Guo’s supporters urge those concerned to send their support to Guo Feixiong, and to contact the prison authorities to request Guo’s medical parole:
Yangchun Prison Address:
Yangchun City, Guangdong Province
Guo Feixiong Address:
Hospital at Yangchun Prison, Compound 1
Yangchun City, Guangdong Province
Prisoner Number: 4412029461
Guo Feixiong’s Health Condition Worrisome
An Account Posted Online by Yang Maoping, Sister of Guo Feixiong
[Translation by Human Rights in China]
Today, April 26, 2016 at 10:00am, I saw my brother Yang Maodong (Guo Feixiong) at Yangchun Prison in Guangdong (广东阳春监狱). He was paler and thinner than when I saw him on February 29 of this year, and his complexion was ashen. Before I even spoke, Yang told me there is something seriously wrong with his health. He had been admitted to the prison hospital on April 7, after a year of intermittent bloody or watery stools. Since arriving in prison, he has also suffered from occasional bleeding in the mouth and throat, and he hemorrhaged on April 19, and he has been unsteady on his feet. Yesterday, when he spoke with Officer Liu in the Prison Management Division, he could barely stand. In the hospital, he was kept with four other people inside a seven and a half square-meter room without windows, for 23 hours a day. When he requested a medical check related to his symptoms, the police watching him said there was nothing they could do. When he asked the doctor, the hospital said this needed Officer Liu’s approval, and Officer Liu did not approve it.

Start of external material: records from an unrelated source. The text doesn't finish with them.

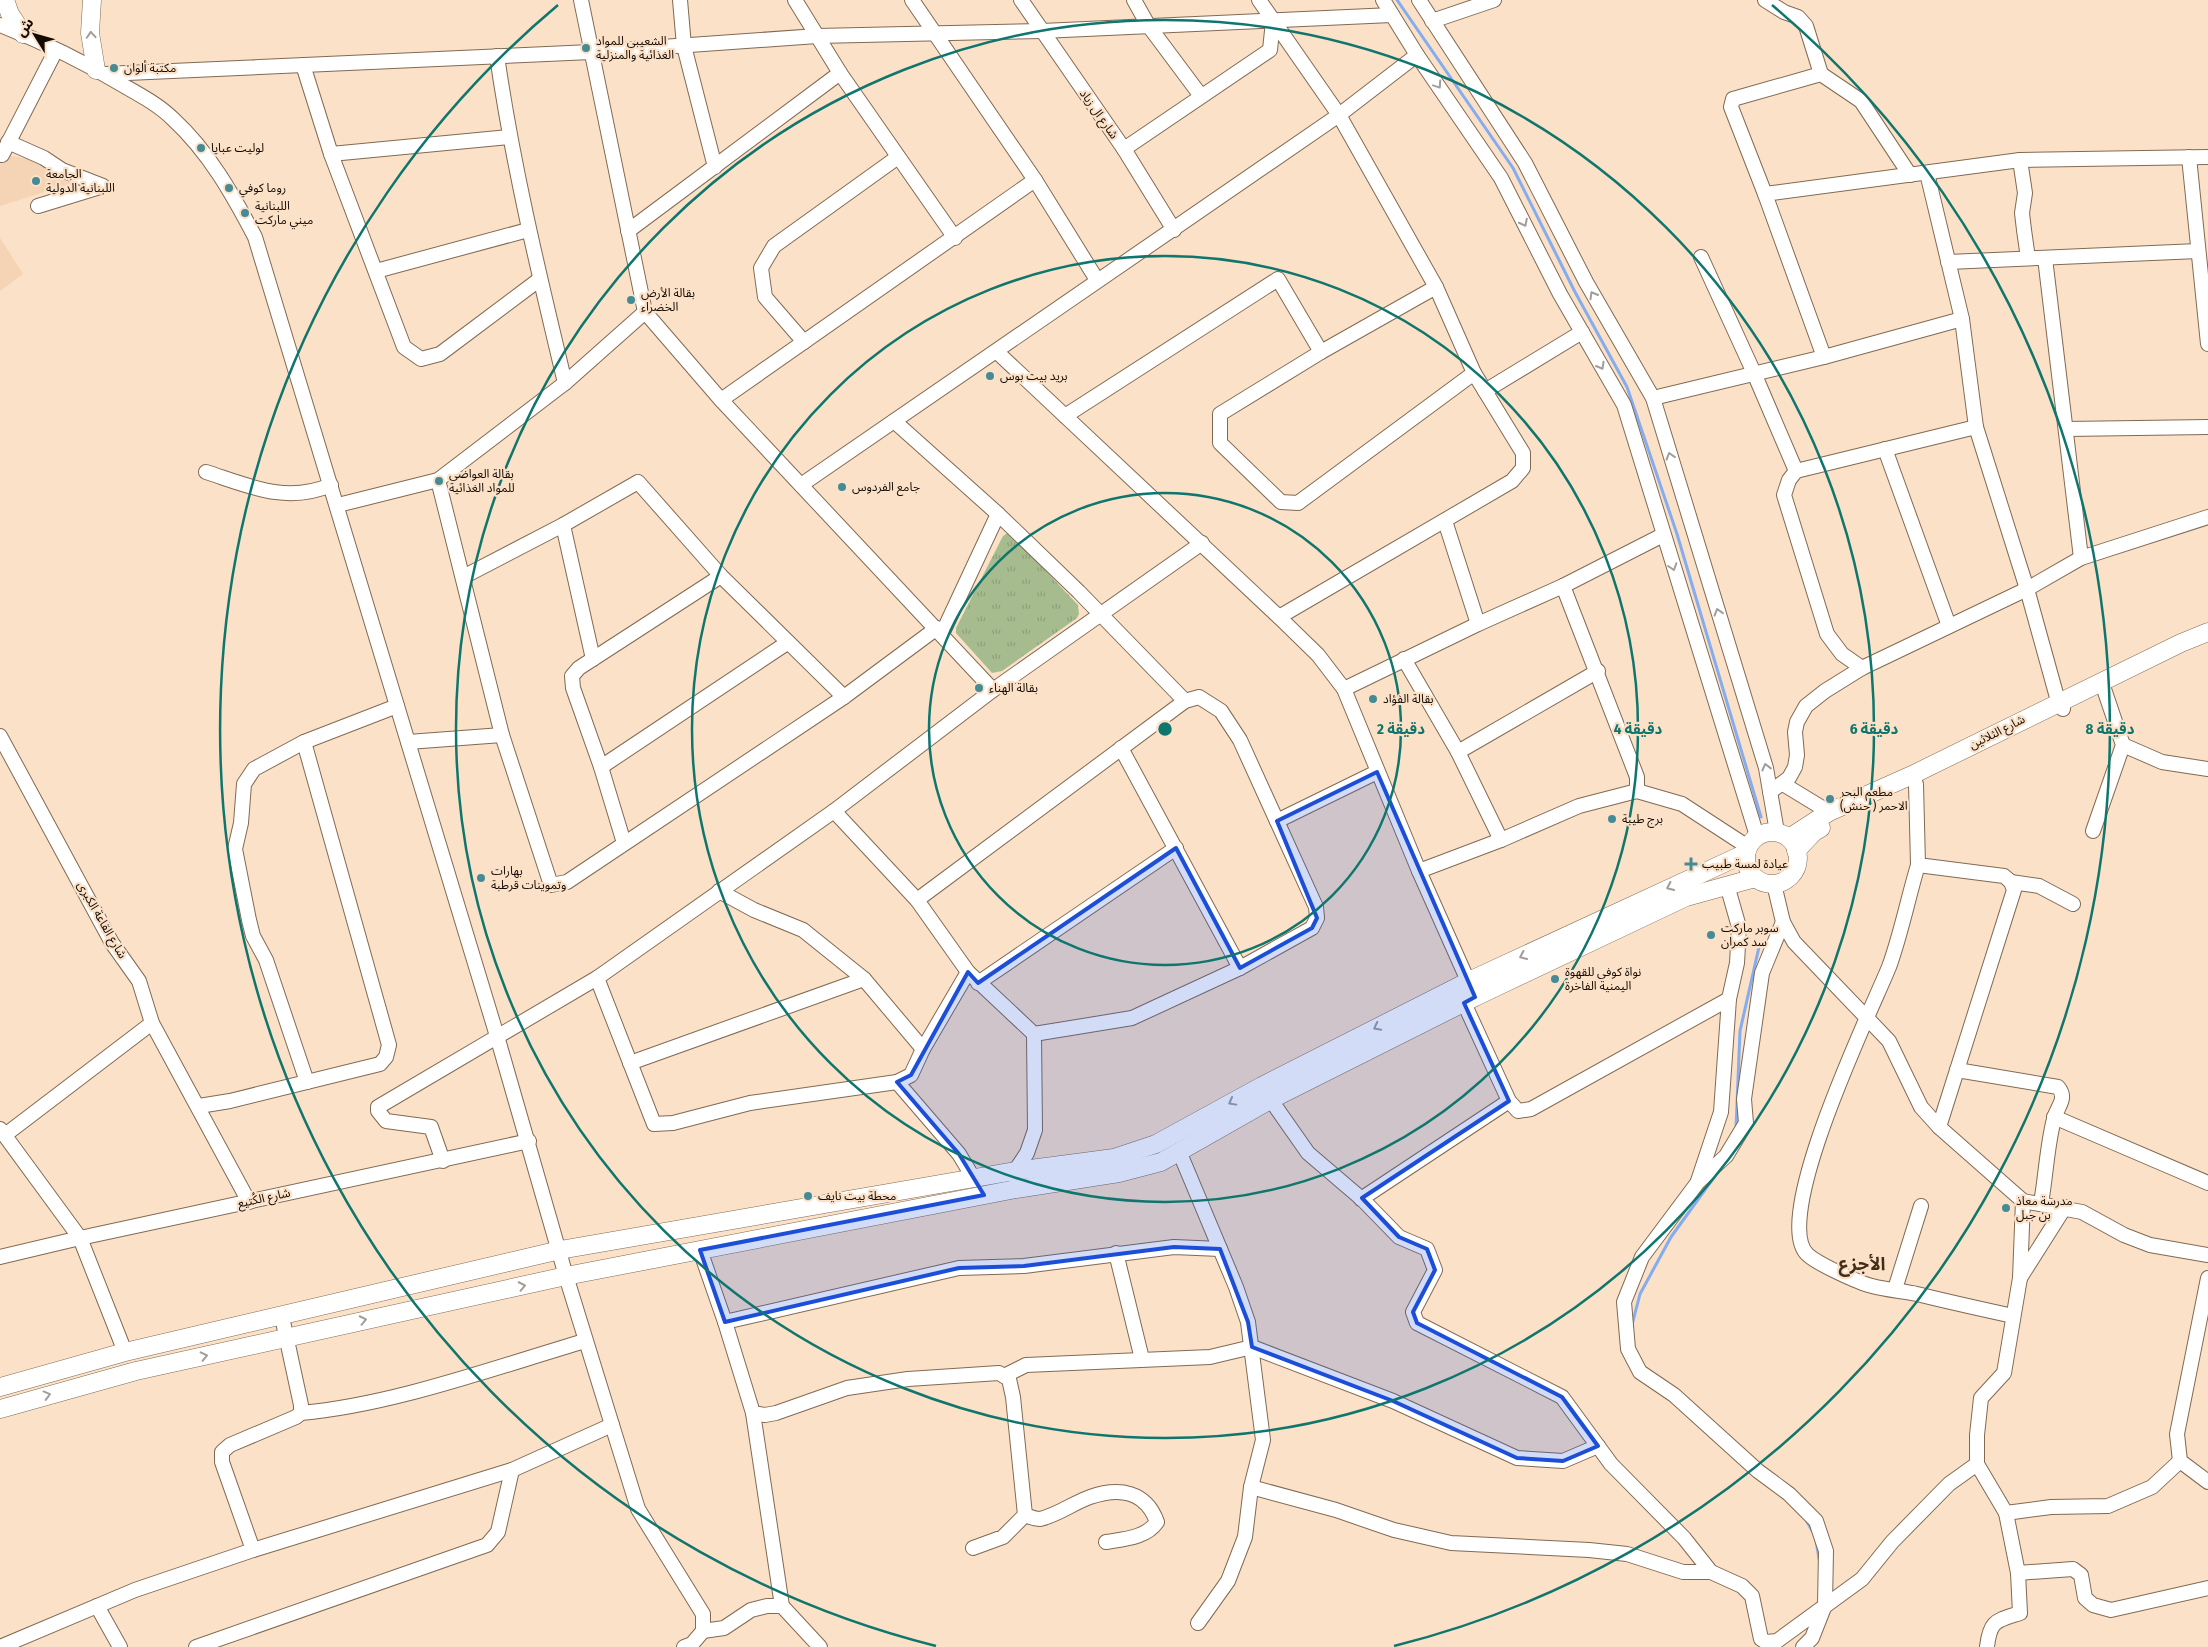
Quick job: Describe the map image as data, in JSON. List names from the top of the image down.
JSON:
{
  "streets": {
    "main road": ["شارع الثلاثين"],
    "street": ["شارع ال زياد", "شارع القاعة الكبرى", "شارع الكُتيع"]
  },
  "crossings": [
    ["شارع القاعة الكبرى", "شارع الكُتيع"]
  ],
  "districts": ["الأجزع"],
  "places": {
    "other": [
      "الشعيبي للمواد الغذائية والمنزلية",
      "مكتبة ألوان",
      "لوليت عبايا",
      "الجامعة اللبنانية الدولية",
      "روما كوفي",
      "اللبنانية ميني ماركت",
      "بقالة الأرض الخضراء",
      "بريد بيت بوس",
      "بقالة العواضي للمواد الغذائية",
      "جامع الفردوس",
      "بقالة الهناء",
      "بقالة الفؤاد",
      "مطعم البحر الاحمر ( حنش)",
      "برج طيبة",
      "بهارات وتموينات قرطبة",
      "سوبر ماركت سد كمران",
      "نواة كوفي للقهوة اليمنية الفاخرة",
      "محطة بيت نايف",
      "مدرسة معاذ بن جبل"
    ],
    "health": ["عيادة لمسة طبيب"]
  },
  "north": "top left",
  "rings": [
    "2 دقيقة",
    "4 دقيقة",
    "6 دقيقة",
    "8 دقيقة"
  ]
}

Regarding Yang’s health condition, when I met with the head of the Prison Management Division on February 29, I pleaded with him to request a medical checkup for Yang, including an MRI on his lumbar spine because he was not looking normal. Today, I once again asked the head of the Prison Management Division to transfer Yang to an upper-grade hospital for an endoscopy, colonoscopy, lung CT scan, and blood work, so that he could get a clear diagnosis and treatment. The head of the Prison Management Division said Yang never said anything to him, and that if Yang were to faint, he would immediately be sent to the hospital. I said, anyone who saw Yang in his current state would think he looks abnormal; if you wait until he faints before sending him to the hospital, I’m afraid it will be too late. I once again pleaded for a transfer to an upper-grade hospital. I told him if you cannot solve this problem, please report this to your superiors, and I hope this can be resolved as soon as possible. When I was speaking with the prison authorities, they had the prison video camera pointed at me the whole time.